» **Material provided**:
[Start of section]

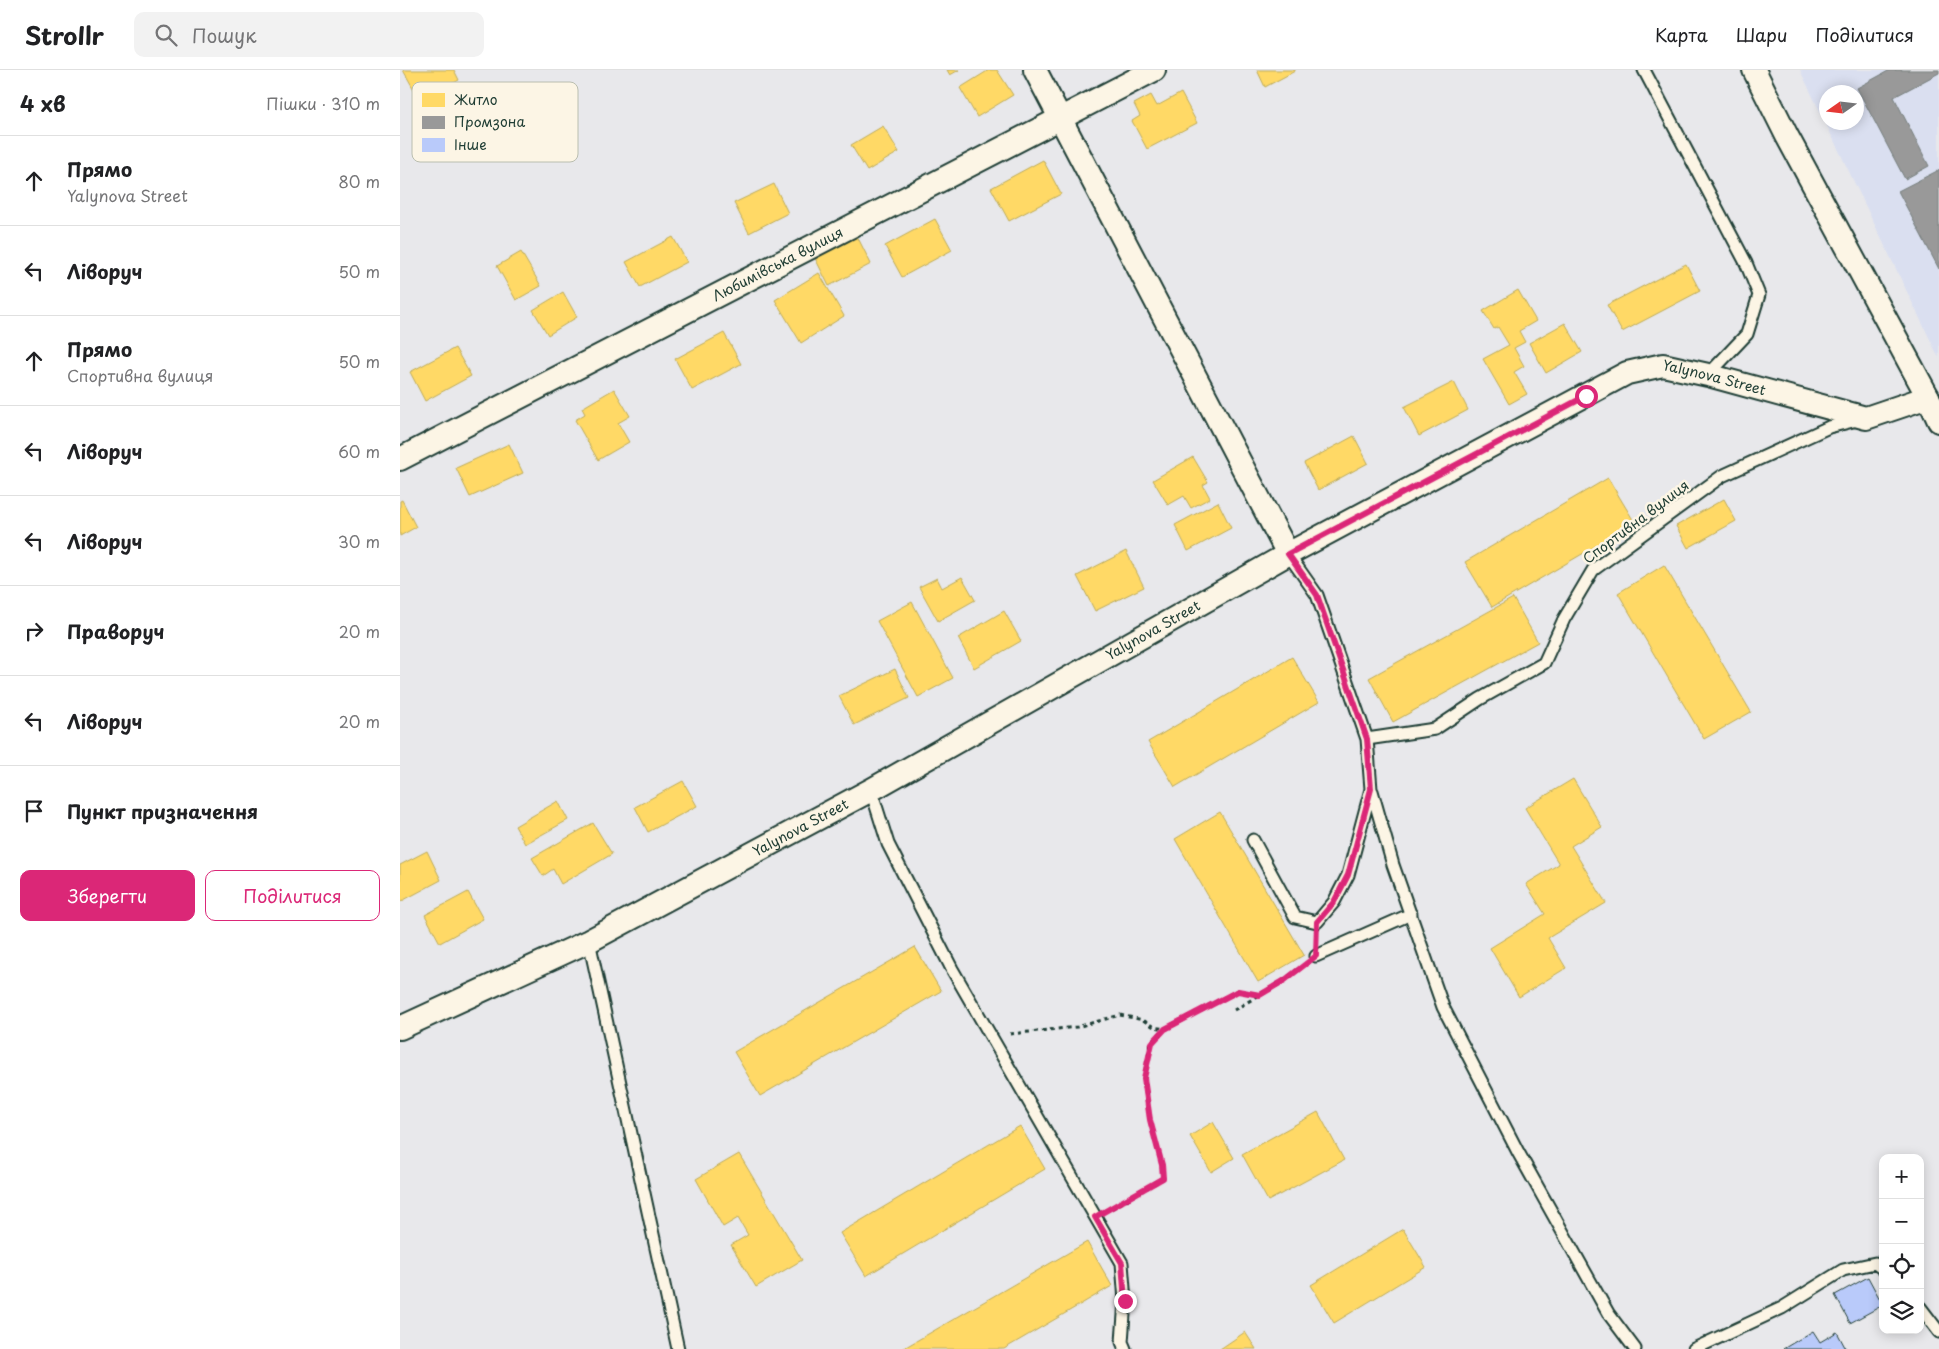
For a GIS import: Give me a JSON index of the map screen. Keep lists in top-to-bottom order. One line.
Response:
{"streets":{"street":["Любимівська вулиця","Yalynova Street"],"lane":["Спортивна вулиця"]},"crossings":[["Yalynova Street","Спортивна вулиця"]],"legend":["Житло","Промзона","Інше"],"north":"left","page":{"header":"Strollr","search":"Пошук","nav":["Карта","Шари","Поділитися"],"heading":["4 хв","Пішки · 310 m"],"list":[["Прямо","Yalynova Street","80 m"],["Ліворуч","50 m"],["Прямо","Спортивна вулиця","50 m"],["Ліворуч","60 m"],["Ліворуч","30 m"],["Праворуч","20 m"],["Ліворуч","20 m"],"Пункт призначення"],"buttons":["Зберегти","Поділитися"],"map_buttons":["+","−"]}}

[End of section]

» **What the task asks**: Transcribe all of the lines above exactly as given. The pictures stay out.

» **Solution below**:
For a GIS import: Give me a JSON index of the map screen. Keep lists in top-to-bottom order. One line.
Response:
{"streets":{"street":["Любимівська вулиця","Yalynova Street"],"lane":["Спортивна вулиця"]},"crossings":[["Yalynova Street","Спортивна вулиця"]],"legend":["Житло","Промзона","Інше"],"north":"left","page":{"header":"Strollr","search":"Пошук","nav":["Карта","Шари","Поділитися"],"heading":["4 хв","Пішки · 310 m"],"list":[["Прямо","Yalynova Street","80 m"],["Ліворуч","50 m"],["Прямо","Спортивна вулиця","50 m"],["Ліворуч","60 m"],["Ліворуч","30 m"],["Праворуч","20 m"],["Ліворуч","20 m"],"Пункт призначення"],"buttons":["Зберегти","Поділитися"],"map_buttons":["+","−"]}}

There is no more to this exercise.